8. The inkjet ink according to claim 5, wherein the fluorine surfactant is at least one member selected from the group consisting of perfluoroalkylsulfonates, perfluoroalkylcarboxylates, perfluoroalkylphosphates, perfluoroalkylethyleneoxide adducts, perfluoroalkylbetaines, and perfluoroalkylamineoxide compounds.

9. The inkjet ink according to claim 1, wherein the colorant comprises at least one dye selected from the group consisting of acid dyes, edible dyes, direct dyes, basic dyes, and reactive dyes.

10. The inkjet ink according to claim 1, wherein the polyurethane resin emulsion is an O/W emulsion.

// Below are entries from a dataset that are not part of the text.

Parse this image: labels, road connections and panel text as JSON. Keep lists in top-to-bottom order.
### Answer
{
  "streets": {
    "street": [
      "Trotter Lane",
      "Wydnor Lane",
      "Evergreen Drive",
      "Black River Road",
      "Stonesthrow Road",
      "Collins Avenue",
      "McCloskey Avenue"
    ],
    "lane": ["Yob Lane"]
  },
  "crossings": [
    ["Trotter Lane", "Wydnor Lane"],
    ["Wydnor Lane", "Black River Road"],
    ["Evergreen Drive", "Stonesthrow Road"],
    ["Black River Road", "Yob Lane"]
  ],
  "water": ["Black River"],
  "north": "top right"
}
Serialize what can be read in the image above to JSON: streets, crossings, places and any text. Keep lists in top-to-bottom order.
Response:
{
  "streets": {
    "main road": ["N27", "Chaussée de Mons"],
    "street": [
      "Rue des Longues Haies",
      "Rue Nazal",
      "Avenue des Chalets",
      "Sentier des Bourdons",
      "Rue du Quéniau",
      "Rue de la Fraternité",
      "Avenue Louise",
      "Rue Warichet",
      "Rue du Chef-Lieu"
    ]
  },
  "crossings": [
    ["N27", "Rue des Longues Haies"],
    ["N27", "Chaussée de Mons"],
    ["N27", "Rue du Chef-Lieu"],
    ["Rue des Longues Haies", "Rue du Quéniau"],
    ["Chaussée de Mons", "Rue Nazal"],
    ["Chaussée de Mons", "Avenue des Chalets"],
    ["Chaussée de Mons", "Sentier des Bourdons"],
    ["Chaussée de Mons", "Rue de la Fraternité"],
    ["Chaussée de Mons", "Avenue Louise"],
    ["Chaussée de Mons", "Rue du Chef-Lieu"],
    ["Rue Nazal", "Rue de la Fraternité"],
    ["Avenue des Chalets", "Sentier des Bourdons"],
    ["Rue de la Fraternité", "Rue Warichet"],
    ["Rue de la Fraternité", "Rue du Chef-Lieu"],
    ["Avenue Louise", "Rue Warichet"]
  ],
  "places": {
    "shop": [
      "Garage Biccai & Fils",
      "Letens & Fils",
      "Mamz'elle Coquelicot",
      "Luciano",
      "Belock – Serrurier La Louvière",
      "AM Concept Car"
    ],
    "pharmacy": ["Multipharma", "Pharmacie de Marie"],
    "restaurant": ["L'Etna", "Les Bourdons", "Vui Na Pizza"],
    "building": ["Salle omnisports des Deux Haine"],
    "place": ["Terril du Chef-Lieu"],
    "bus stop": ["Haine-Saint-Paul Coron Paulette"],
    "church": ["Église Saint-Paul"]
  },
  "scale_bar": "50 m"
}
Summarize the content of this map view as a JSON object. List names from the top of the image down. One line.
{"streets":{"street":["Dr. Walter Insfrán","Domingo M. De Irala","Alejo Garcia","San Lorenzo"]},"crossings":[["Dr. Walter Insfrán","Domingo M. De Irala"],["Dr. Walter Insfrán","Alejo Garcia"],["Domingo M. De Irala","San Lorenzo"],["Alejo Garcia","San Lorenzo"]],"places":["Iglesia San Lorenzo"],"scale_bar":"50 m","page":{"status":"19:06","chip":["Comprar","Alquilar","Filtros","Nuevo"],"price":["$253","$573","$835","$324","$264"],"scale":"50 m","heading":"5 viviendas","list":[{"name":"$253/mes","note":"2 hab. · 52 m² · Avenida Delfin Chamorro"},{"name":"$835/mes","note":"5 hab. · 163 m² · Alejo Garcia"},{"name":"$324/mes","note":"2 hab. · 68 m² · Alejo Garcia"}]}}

11. The inkjet ink according to claim 1, wherein the polyurethane resin in the polyurethane resin emulsion has a weight-average molecular weight of from 1.3×10⁴to 3.0×10⁴.

12. The inkjet ink according to claim 6, wherein the pigment has an average particle diameter of from 10 nm to 150 nm.

13. The inkjet ink according to claim 1, wherein the resin coating type colorant comprises a resin forming the coating that is at least one member selected from the group consisting of polyamide, polyurethane, polyester, polyurea, epoxy resin, polycarbonate, urea resin, melamine resin, phenol resin, polysaccharides, gelatin, Arabian gum, dextran, casein, protein, natural rubber, carboxy polymethylene, polyvinyl alcohol, polyvinyl pyrrolidone, polyvinyl acetate, polyvinyl chloride, polyvinylidene chloride, cellulose, ethylcellulose, methylcellulose, nitrocellulose, hydroxyethylcellulose, cellulose acetate, polyethylene, polystyrene, polymer or copolymer of (meth)acrylic acid, polymer or copolymer of (meth)acrylate, (meth)acrylic acid-(meth)acrylate copolymer, styrene-(meth)acrylic acid copolymer, styrene-maleic acid copolymer, sodium alginate, fatty acid, paraffin, bees wax, insect wax, cured beef tallow, carnauba wax, and albumin.

14. An ink cartridge comprising:

a container containing the inkjet ink as defined in claim 1.